### Dataset records
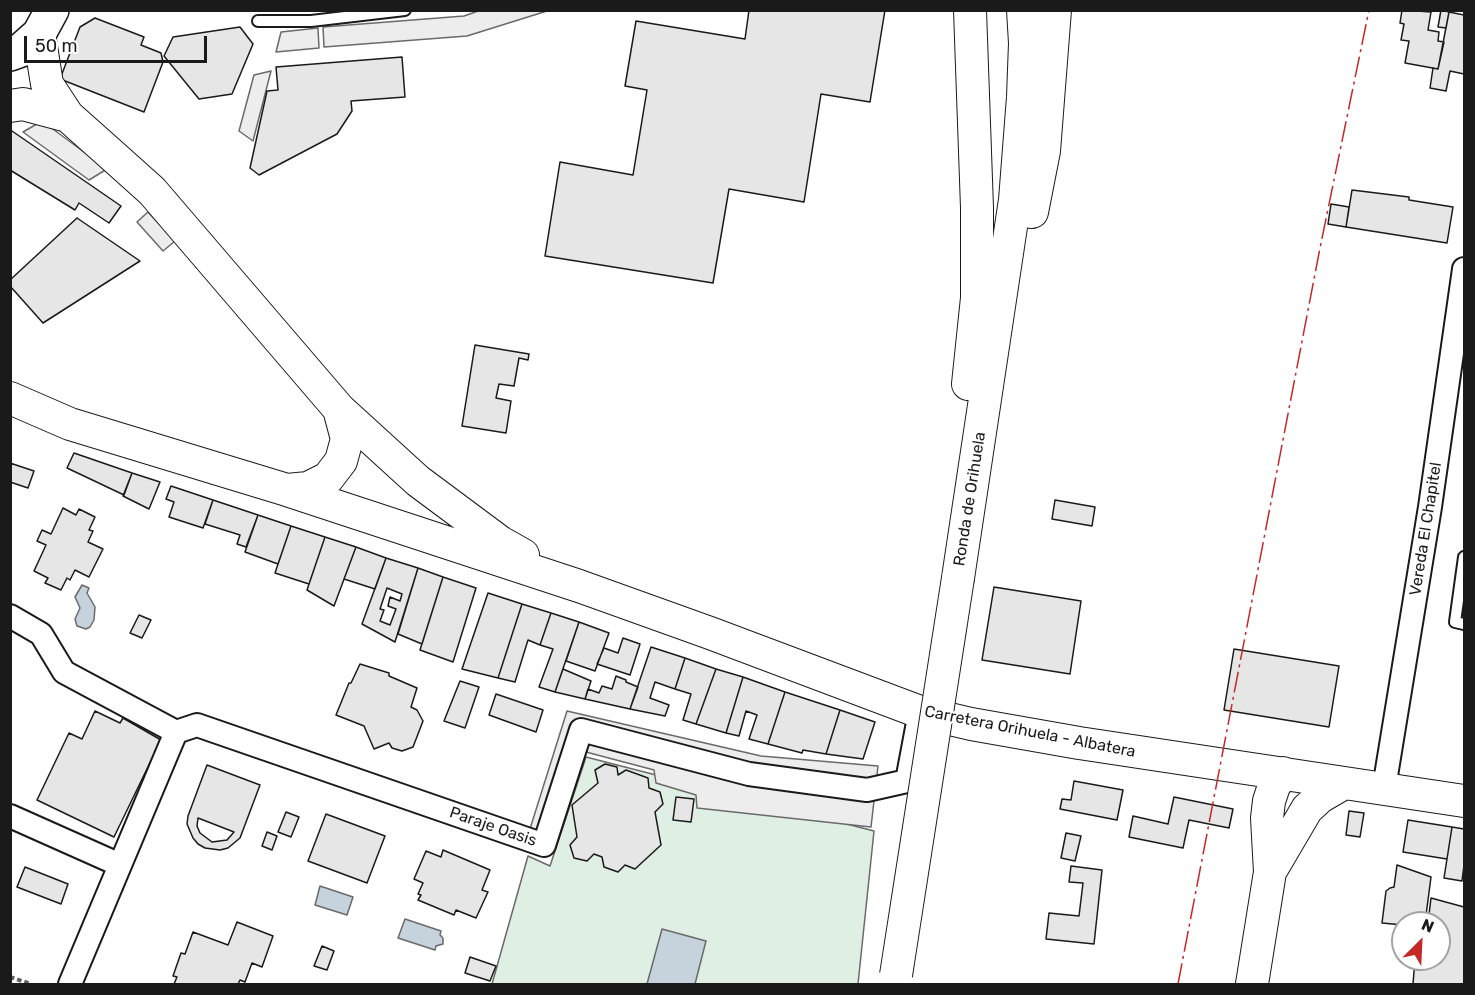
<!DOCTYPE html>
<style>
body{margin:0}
#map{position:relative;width:1475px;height:995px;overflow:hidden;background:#fff;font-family:Rubik,sans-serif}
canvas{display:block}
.frame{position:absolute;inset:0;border:12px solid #1a1a1a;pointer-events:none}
.north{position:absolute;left:1391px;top:911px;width:60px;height:60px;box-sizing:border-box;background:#fff;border:2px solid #a3a3a3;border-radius:50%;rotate:24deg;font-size:16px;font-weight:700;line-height:24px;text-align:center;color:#1a1a1a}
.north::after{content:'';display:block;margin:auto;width:21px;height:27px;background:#c62828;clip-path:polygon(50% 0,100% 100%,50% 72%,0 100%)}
.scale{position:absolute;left:24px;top:36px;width:183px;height:27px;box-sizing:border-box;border:3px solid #1a1a1a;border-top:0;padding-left:8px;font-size:18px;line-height:21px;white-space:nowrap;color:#1a1a1a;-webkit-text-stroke:4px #fff;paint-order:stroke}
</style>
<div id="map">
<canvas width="1475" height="995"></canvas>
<div class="frame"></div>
<div class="north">N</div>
<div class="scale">50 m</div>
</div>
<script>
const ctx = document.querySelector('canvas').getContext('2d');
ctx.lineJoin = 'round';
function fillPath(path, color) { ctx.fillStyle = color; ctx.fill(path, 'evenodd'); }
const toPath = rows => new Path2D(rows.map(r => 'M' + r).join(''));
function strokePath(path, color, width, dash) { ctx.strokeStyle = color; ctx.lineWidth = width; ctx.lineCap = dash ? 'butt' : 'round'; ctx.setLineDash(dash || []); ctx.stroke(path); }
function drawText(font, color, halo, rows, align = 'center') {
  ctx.font = font + ' Rubik,sans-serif'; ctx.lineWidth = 4.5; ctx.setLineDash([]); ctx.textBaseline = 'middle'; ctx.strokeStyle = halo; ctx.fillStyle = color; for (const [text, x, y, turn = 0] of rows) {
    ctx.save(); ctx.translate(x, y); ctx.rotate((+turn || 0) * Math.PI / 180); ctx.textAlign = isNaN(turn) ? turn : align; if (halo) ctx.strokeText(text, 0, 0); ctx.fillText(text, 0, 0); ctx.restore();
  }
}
const green = toPath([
 [586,757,874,831,858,984,492,984,528,856,550,866,586,757]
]);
const parking = toPath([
 [481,10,547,11,467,36,324,47,323,27,464,16,481,10],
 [318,28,319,48,276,52,281,32,318,28],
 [271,71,253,141,239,131,254,75,271,71],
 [42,121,107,169,89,180,23,132,42,121],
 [148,212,175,241,163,251,137,222,148,212],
 [567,711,761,756,878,766,871,827,697,808,696,795,656,783,654,770,586,752,556,840,529,832,567,711]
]);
const water = toPath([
 [82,585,89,588,87,593,95,607,94,620,90,627,86,629,77,626,75,619,80,608,75,597,82,585],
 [320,886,353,897,347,915,315,905,320,886],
 [405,919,441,931,440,935,443,938,443,944,436,946,435,950,398,938,405,919],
 [662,929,706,941,695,984,647,984,662,929]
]);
const building = toPath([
 [749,10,885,10,870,102,821,94,804,202,729,189,713,283,545,256,560,162,633,175,647,90,625,86,636,21,745,39,749,10],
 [1402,10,1431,12,1428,30,1439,32,1438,41,1444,42,1438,69,1405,63,1409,41,1401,40,1404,24,1400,23,1402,10],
 [1441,10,1449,12,1446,28,1438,27,1441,10],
 [1449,12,1464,15,1464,74,1450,71,1446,91,1430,88,1433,68,1438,69,1449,12],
 [95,18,144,37,141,45,161,53,163,62,144,112,60,79,80,27,95,18],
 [240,27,253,44,232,94,199,99,164,56,173,37,240,27],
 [402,57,405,97,351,101,352,111,337,134,259,175,250,168,267,91,278,90,276,67,402,57],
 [12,131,121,206,109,223,79,203,75,210,10,170,10,132,12,131],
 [1352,190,1409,197,1409,200,1453,207,1447,243,1346,227,1352,190],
 [1331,204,1349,207,1346,227,1328,224,1331,204],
 [77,218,140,261,43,323,10,286,10,280,77,218],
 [475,345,529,354,528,360,519,358,514,386,499,384,496,398,511,401,506,433,462,426,475,345],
 [74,453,132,473,124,495,67,468,74,453],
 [10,463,34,471,28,488,10,482,10,463],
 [132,473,160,482,149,509,123,496,132,473],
 [171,486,213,500,203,528,169,517,174,502,166,499,171,486],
 [213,500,258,515,246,547,237,544,240,535,205,524,213,500],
 [1055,500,1095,507,1092,526,1052,519,1055,500],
 [63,508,76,515,79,509,95,517,89,530,93,531,88,542,103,549,89,577,75,570,70,580,67,578,61,590,45,583,48,578,34,571,46,545,37,541,42,530,51,534,63,508],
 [258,515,291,526,278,564,245,552,258,515],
 [291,526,325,537,309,584,275,573,291,526],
 [325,537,356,547,334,606,307,590,325,537],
 [356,547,386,558,375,589,344,579,356,547],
 [386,558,418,568,395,642,362,624,386,558],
 [387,588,402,594,400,601,390,597,388,606,396,609,390,625,380,621,384,610,380,609,387,588],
 [418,568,443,577,422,644,398,634,418,568],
 [443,577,476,588,453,662,420,650,443,577],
 [994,587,1081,601,1070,674,982,660,994,587],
 [488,593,522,604,498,678,462,669,488,593],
 [522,604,551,613,540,645,528,640,515,682,498,678,522,604],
 [551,613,579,622,555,692,539,687,553,649,540,645,551,613],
 [139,615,151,620,142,638,130,633,139,615],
 [579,622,609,633,595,671,566,661,579,622],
 [623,638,640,644,630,675,597,664,604,648,618,653,623,638],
 [651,647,685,658,675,689,655,682,650,698,669,705,665,716,630,709,651,647],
 [1234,649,1339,666,1329,727,1224,710,1234,649],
 [685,658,716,669,696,724,683,720,691,694,675,689,685,658],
 [360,664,389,673,389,676,417,688,411,707,417,710,423,721,413,747,402,751,392,748,389,743,374,749,364,726,336,715,349,683,351,683,360,664],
 [563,669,591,681,585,699,555,692,563,669],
 [716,669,743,677,726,733,696,724,716,669],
 [616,676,626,680,626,682,638,687,630,709,585,699,588,689,599,693,602,686,612,689,616,676],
 [743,677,785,692,768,744,749,739,757,715,746,711,739,736,726,733,743,677],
 [460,681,479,687,465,728,444,721,460,681],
 [785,692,840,710,826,754,803,750,802,753,768,744,785,692],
 [496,694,543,710,536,732,489,715,496,694],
 [840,710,875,722,863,759,826,754,840,710],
 [95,711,120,723,123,718,161,740,114,837,37,800,69,733,82,739,95,711],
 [605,764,617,767,618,775,626,770,648,778,649,788,660,792,663,804,655,812,661,845,635,869,625,865,618,872,604,867,602,857,594,854,587,861,574,858,570,845,577,837,572,805,598,783,595,770,605,764],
 [207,765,260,785,240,838,228,848,220,850,205,848,198,844,193,838,187,824,188,816,207,765],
 [198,818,234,832,227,840,212,842,200,833,197,826,198,818],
 [1074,781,1123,790,1117,820,1060,809,1062,799,1071,800,1074,781],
 [676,797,694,799,691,822,673,820,676,797],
 [1174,797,1233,809,1229,828,1189,820,1183,848,1129,837,1133,816,1168,824,1174,797],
 [1349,811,1364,813,1360,837,1346,835,1349,811],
 [286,812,299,817,291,837,278,832,286,812],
 [326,814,385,836,367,883,308,861,326,814],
 [1408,820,1452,827,1447,859,1403,852,1408,820],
 [1452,827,1464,829,1464,865,1462,881,1444,878,1452,827],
 [267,832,277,836,272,850,262,846,267,832],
 [1066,833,1081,836,1075,861,1061,858,1066,833],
 [443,850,490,870,482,890,488,892,476,918,456,910,454,915,418,900,421,895,418,894,423,883,414,879,426,851,441,857,443,850],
 [1397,865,1431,877,1425,923,1403,923,1403,925,1382,923,1386,891,1390,888,1394,887,1397,865],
 [1071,866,1102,870,1094,944,1046,939,1049,913,1079,916,1083,883,1069,882,1071,866],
 [25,867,68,884,61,904,17,887,25,867],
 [1431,898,1464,907,1464,984,1413,984,1415,959,1439,959,1439,923,1428,923,1431,898],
 [237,922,273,936,262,967,252,963,245,982,240,980,238,984,174,984,177,977,173,976,181,953,185,954,193,932,228,945,237,922],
 [322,946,334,951,327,970,314,966,322,946],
 [470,957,496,966,490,981,465,973,470,957]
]);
const path = toPath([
 [10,977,31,984]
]);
const lane = toPath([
 [258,21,311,21,405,10],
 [1464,557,1455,622,1464,624]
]);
const street = toPath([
 [10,616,41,634,64,672,176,732,197,725,544,845,581,730,749,774,867,790,907,781,920,712],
 [1384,788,1430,507,1464,269],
 [10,816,120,865],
 [70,984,176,732]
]);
const secondary = toPath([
 [39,34,47,84,68,116],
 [10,106,23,104,68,116,104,148,152,191,339,409,418,481,500,542,523,555],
 [1032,212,1044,151,1055,10],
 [968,384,977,298,977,208,970,10],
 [10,398,70,424,287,490,579,586,710,633,920,712,971,724,1079,743,1464,801],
 [287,490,308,488,328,478,341,461,347,439,339,409],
 [958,578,1015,200,1023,97,1025,43,1023,10],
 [1270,872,1307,809,1320,797,1344,783],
 [1252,984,1270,872,1267,818,1269,801,1274,786,1283,773]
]);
const highway = toPath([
 [10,54,21,50,39,34,52,10]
]);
const secondaryBridge = toPath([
 [896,975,958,578]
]);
const power = toPath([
 [1178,984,1320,248,1369,10]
]);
const streetNames = [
 ["Ronda de Orihuela",970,499,-81],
 ["Vereda El Chapitel",1426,529,-81],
 ["Carretera Orihuela - Albatera",1030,732,11],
 ["Paraje Oasis",493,827,19]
];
fillPath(green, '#e0efe3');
strokePath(green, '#6a6a6a', 1.5);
fillPath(parking, '#ededed');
strokePath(parking, '#6a6a6a', 1.5);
fillPath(water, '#c6d2dc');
strokePath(water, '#6a6a6a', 1.5);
fillPath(building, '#e6e6e6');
strokePath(building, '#1a1a1a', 1.5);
strokePath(lane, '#1a1a1a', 14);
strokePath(street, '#1a1a1a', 26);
strokePath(secondary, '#1a1a1a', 34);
strokePath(highway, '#1a1a1a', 36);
strokePath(path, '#5f5f5f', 4, [4.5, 3]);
strokePath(lane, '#fff', 10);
strokePath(street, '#fff', 22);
strokePath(secondary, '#fff', 32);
strokePath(highway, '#fff', 33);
strokePath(secondaryBridge, '#1a1a1a', 34, []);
strokePath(secondaryBridge, '#fff', 32);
strokePath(power, '#c62828', 1.5, [21, 4.5, 3, 4.5]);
drawText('16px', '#1a1a1a', '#fff', streetNames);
</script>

### Aim of the task
What is the number of lines in the data that hold the word "halo"? Reply with that number and nothing else.

### Completed task
3